◆ **Task input**:
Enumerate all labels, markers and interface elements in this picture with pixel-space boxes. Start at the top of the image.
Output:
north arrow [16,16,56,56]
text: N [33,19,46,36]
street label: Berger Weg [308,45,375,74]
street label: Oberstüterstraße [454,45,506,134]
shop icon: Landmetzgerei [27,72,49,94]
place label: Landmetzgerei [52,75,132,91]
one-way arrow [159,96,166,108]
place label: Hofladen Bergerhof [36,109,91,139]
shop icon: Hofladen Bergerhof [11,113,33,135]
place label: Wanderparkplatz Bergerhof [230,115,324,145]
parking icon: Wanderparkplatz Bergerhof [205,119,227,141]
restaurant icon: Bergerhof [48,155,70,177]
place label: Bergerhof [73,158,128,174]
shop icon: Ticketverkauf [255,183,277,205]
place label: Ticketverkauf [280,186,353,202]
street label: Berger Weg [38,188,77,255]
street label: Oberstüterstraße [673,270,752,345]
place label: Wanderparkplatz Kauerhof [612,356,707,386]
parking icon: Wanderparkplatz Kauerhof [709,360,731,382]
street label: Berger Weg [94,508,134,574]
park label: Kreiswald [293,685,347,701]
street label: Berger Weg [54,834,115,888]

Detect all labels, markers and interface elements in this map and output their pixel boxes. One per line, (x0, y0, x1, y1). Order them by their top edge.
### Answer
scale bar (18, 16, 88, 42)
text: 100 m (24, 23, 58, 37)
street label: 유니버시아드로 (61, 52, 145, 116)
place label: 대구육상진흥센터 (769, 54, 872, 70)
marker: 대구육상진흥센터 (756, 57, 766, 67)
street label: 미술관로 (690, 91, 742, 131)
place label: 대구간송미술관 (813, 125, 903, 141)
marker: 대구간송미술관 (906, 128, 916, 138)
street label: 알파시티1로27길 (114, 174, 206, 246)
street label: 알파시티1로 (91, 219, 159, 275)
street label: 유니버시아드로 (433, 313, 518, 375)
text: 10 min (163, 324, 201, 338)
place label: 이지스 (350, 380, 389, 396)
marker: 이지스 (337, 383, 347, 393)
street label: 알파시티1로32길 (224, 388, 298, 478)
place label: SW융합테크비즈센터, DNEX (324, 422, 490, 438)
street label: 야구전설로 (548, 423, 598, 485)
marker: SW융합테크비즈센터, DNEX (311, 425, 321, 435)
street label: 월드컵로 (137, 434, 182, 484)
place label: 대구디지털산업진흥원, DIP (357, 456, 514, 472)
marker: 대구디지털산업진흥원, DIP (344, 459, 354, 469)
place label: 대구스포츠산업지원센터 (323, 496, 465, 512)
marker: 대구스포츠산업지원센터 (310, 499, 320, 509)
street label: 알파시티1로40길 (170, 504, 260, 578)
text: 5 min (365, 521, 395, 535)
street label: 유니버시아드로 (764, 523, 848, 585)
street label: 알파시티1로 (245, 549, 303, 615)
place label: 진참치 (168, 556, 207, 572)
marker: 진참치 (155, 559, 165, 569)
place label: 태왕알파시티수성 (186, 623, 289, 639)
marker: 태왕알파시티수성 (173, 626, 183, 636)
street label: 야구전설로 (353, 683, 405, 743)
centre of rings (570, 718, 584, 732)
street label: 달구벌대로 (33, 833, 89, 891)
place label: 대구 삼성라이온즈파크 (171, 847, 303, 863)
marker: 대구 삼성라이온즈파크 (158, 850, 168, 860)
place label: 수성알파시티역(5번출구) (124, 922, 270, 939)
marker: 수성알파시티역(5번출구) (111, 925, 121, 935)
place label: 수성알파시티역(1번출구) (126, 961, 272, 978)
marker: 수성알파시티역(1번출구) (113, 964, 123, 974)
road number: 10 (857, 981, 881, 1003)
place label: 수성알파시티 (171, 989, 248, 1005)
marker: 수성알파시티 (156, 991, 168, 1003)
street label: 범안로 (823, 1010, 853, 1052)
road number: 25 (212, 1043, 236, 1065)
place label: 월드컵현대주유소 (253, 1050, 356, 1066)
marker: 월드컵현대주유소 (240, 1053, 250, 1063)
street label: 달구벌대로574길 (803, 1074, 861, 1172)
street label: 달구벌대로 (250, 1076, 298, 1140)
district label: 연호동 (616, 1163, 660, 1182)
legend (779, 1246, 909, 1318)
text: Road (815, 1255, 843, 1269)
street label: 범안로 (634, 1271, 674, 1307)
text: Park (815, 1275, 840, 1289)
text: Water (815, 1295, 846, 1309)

◆ **Activity**:
Answer with a single number: the count of lines above that contain the string "Bergerhof".

◆ **Finished task**:
6